Exercise prompt | Among the records, how many lines carry the string "linecap"? Give that number with nothing added.

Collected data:
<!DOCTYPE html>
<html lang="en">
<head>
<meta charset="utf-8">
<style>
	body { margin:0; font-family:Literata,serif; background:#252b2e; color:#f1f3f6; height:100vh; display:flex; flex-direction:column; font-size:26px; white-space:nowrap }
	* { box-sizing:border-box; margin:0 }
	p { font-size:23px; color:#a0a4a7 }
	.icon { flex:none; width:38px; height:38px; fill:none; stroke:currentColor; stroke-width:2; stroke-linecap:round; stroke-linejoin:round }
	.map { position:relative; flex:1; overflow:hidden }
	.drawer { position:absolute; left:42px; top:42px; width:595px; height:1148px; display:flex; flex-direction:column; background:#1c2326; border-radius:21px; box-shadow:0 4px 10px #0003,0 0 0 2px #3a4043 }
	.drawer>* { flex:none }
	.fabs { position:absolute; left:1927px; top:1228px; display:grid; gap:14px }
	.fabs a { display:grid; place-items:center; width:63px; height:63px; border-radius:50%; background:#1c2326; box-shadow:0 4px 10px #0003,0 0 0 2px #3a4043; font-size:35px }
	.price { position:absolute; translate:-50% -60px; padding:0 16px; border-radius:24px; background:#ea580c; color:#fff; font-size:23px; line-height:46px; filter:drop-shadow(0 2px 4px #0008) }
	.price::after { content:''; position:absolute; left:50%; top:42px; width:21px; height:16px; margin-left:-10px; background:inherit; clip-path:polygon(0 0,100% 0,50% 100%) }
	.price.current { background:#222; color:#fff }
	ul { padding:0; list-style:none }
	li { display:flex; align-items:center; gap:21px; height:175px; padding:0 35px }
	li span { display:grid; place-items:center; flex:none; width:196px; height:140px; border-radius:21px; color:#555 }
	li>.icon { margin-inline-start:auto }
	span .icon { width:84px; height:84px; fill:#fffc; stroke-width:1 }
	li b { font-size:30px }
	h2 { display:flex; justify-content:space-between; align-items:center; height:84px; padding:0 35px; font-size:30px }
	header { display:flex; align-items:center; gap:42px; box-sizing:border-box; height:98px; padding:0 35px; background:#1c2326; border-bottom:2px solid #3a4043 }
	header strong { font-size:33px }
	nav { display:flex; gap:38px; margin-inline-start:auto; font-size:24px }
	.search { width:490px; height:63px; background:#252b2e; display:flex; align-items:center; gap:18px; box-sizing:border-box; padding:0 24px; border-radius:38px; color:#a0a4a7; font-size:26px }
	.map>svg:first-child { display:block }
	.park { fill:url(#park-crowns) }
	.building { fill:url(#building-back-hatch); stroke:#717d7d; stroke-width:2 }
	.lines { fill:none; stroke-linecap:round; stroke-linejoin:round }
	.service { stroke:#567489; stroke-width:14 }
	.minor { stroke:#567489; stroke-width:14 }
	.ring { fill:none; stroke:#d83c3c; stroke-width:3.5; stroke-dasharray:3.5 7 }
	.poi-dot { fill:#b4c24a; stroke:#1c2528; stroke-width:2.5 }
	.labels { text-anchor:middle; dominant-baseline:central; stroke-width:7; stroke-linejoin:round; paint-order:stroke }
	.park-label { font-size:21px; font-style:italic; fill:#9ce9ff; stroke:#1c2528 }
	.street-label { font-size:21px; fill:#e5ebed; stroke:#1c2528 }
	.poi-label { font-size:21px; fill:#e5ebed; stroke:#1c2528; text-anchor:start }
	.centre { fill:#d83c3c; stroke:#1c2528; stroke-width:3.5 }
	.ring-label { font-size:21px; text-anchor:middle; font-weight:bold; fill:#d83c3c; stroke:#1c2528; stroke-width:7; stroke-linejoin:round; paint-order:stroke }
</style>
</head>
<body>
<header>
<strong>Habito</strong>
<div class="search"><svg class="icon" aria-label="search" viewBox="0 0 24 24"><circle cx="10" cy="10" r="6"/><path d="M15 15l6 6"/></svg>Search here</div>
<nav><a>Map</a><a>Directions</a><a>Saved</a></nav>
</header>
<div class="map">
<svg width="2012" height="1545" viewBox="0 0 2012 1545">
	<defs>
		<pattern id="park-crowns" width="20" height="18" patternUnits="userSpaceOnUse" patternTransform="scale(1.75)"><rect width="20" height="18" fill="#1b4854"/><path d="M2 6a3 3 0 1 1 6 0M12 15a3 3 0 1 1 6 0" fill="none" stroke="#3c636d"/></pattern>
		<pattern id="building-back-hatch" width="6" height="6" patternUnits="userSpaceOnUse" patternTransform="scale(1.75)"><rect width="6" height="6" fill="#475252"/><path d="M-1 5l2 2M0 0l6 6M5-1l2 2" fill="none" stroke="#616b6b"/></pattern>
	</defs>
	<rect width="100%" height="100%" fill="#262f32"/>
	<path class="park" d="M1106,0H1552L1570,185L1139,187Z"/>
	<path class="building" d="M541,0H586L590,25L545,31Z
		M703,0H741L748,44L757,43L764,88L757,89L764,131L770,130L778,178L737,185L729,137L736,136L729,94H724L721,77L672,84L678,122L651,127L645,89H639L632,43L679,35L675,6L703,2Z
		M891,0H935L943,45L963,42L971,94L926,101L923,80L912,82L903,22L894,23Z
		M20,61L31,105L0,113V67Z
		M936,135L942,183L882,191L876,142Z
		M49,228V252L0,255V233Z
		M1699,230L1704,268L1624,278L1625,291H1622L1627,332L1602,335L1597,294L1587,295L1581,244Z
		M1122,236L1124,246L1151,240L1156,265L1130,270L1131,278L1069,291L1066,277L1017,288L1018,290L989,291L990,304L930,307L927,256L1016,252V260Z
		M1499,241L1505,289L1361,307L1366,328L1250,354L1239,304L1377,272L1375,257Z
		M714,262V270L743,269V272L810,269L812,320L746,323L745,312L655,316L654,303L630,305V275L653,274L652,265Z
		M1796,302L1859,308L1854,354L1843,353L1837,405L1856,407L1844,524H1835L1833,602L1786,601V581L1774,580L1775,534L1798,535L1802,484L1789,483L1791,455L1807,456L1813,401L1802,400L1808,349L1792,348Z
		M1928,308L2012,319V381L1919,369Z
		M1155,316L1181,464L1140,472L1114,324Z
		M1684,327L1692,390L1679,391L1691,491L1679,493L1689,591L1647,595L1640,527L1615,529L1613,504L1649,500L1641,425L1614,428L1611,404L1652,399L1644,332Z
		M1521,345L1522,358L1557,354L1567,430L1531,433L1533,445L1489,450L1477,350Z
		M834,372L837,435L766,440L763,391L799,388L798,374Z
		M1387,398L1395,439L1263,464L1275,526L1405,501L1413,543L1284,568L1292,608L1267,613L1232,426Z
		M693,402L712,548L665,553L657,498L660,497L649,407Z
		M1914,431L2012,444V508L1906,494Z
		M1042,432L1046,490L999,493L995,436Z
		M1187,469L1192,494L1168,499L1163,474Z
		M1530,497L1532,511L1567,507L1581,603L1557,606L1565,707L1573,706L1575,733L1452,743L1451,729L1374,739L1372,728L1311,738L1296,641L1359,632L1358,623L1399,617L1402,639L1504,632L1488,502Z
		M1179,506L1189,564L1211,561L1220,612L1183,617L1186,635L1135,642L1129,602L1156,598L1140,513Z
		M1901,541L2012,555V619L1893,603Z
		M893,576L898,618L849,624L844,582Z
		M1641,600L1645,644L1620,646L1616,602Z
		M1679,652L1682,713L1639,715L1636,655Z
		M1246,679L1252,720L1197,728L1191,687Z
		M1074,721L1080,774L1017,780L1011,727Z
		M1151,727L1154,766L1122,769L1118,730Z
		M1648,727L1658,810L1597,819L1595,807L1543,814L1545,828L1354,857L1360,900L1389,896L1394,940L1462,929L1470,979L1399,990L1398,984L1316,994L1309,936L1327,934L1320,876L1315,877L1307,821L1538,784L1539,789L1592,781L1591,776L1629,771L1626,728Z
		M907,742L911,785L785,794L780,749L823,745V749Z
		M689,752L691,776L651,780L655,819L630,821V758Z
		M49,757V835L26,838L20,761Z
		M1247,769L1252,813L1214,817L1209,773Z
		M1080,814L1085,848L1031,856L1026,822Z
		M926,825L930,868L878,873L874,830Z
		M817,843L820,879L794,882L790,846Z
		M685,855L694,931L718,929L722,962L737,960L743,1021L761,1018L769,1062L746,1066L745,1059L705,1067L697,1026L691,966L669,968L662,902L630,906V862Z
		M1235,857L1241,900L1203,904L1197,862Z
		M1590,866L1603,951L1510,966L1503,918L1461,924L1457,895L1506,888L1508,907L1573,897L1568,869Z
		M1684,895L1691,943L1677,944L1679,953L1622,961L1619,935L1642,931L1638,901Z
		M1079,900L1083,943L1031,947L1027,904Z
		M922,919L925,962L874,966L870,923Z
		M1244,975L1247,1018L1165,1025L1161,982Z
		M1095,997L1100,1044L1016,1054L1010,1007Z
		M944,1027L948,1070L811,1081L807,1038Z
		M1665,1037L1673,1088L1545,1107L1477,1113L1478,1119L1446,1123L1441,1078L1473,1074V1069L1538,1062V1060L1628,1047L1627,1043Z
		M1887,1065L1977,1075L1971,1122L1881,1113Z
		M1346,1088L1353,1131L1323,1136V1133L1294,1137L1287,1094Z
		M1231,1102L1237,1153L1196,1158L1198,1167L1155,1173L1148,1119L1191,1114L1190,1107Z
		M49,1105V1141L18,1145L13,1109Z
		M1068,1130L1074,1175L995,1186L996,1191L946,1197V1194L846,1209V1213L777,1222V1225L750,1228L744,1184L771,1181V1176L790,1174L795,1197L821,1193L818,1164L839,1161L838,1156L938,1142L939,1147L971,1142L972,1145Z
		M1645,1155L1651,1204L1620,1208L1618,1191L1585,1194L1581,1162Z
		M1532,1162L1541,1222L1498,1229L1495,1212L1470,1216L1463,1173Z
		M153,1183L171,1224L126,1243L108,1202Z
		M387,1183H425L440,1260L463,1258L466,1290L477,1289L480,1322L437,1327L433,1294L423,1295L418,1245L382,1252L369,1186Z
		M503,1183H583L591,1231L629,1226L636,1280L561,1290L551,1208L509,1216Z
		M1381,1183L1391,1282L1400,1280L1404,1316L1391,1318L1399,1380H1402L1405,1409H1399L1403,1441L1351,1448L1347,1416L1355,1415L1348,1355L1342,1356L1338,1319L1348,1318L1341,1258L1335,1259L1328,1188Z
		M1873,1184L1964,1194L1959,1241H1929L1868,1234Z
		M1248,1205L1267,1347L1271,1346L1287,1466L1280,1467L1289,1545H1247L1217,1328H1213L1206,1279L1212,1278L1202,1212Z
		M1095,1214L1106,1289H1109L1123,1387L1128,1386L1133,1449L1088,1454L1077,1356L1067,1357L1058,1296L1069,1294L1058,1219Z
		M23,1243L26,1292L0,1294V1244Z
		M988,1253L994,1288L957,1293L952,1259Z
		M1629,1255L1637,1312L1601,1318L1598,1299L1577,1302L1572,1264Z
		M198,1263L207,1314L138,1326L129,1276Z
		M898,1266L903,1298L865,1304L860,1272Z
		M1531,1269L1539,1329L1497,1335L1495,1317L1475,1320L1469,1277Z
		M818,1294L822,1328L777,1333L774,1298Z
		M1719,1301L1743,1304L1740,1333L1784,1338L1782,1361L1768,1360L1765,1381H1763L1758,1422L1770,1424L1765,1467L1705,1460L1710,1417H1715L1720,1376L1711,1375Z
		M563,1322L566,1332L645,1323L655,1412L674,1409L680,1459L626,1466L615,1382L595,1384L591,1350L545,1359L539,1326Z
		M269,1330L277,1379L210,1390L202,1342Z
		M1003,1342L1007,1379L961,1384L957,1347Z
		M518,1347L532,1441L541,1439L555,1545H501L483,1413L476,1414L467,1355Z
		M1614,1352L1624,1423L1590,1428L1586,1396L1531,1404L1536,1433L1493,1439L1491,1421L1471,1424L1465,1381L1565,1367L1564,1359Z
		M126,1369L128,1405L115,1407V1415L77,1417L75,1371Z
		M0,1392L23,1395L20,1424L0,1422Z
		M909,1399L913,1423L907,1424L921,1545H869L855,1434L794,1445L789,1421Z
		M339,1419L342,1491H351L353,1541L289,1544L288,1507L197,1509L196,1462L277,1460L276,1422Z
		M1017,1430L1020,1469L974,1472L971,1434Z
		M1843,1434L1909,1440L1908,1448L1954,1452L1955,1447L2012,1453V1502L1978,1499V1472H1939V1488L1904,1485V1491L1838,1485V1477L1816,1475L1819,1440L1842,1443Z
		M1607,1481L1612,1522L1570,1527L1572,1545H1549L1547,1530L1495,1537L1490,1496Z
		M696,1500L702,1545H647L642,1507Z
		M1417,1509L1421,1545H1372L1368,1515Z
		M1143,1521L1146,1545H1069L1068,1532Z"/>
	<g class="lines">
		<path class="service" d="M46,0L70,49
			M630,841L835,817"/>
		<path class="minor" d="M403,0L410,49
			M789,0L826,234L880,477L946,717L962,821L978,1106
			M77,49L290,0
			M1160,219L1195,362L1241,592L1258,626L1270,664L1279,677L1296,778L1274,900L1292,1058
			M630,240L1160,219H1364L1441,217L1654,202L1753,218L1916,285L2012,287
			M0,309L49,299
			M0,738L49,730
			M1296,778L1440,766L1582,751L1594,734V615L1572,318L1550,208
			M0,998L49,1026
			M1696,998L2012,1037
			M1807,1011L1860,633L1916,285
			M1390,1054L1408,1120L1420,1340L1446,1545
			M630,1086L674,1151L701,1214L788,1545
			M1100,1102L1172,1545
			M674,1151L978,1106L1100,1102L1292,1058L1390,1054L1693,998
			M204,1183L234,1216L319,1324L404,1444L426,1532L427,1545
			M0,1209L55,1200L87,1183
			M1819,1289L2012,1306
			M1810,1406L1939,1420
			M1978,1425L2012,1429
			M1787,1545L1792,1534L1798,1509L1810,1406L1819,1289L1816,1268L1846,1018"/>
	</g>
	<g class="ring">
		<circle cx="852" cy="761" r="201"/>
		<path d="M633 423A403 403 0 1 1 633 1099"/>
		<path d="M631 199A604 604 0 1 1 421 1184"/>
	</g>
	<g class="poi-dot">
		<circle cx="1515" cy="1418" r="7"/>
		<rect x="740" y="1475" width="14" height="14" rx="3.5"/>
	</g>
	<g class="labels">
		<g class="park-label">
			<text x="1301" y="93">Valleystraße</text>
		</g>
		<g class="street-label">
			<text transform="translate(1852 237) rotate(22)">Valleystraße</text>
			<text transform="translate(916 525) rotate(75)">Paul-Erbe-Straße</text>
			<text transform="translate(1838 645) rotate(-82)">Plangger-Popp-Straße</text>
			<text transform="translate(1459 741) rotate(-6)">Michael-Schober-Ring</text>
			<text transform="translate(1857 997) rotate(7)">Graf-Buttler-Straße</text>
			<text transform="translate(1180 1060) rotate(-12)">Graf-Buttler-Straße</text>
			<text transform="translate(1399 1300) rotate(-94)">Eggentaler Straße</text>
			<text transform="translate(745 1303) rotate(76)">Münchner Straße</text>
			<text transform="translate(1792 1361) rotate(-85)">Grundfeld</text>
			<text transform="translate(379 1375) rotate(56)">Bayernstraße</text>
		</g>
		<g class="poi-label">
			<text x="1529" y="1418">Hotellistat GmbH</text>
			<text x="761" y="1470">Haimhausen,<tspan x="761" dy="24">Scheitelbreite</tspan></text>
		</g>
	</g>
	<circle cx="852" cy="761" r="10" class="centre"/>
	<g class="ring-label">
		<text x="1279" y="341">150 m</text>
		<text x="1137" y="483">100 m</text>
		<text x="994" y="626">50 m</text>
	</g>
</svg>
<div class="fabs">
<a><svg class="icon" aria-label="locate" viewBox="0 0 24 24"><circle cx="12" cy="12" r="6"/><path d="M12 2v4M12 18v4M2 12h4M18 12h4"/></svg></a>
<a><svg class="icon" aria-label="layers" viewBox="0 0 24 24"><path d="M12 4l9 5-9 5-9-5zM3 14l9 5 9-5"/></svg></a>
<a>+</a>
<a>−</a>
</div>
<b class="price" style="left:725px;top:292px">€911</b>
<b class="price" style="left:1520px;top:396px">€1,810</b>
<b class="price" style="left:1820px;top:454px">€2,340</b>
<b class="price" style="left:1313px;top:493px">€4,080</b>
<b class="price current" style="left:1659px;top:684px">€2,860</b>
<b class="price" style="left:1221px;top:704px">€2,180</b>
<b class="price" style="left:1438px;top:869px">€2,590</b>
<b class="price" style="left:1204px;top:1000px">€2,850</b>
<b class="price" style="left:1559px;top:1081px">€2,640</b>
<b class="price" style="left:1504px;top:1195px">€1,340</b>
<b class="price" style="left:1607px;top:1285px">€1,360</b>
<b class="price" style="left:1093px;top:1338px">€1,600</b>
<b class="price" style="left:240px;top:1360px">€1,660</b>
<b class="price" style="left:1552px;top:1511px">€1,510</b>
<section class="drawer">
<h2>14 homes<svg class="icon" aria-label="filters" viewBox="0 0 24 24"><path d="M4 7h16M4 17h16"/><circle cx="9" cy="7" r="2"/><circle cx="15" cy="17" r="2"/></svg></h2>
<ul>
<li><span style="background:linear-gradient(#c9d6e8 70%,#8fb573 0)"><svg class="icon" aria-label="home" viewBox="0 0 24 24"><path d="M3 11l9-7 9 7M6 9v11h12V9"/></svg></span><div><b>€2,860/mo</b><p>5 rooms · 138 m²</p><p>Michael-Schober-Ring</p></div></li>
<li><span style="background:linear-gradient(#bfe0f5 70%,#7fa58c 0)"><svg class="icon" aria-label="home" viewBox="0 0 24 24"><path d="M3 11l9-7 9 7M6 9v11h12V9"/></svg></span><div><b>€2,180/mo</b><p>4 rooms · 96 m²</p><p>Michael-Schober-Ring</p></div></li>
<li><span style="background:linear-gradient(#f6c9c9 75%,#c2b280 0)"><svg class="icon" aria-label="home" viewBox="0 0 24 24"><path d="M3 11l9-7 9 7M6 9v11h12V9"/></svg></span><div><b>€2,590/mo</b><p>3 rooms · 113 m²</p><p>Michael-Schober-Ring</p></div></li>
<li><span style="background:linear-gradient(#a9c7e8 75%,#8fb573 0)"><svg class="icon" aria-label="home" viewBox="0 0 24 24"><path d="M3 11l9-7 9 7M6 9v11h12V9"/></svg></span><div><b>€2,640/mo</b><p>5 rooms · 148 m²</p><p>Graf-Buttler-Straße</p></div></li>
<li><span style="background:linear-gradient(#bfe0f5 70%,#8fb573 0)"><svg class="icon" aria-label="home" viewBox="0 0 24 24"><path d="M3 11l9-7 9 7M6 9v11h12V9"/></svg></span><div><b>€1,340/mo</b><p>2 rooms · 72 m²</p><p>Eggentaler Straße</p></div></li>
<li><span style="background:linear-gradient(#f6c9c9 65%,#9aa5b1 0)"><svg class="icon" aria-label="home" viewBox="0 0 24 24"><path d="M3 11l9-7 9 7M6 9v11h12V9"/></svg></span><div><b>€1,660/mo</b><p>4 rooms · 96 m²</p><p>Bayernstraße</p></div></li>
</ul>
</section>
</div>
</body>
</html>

Written answer | 2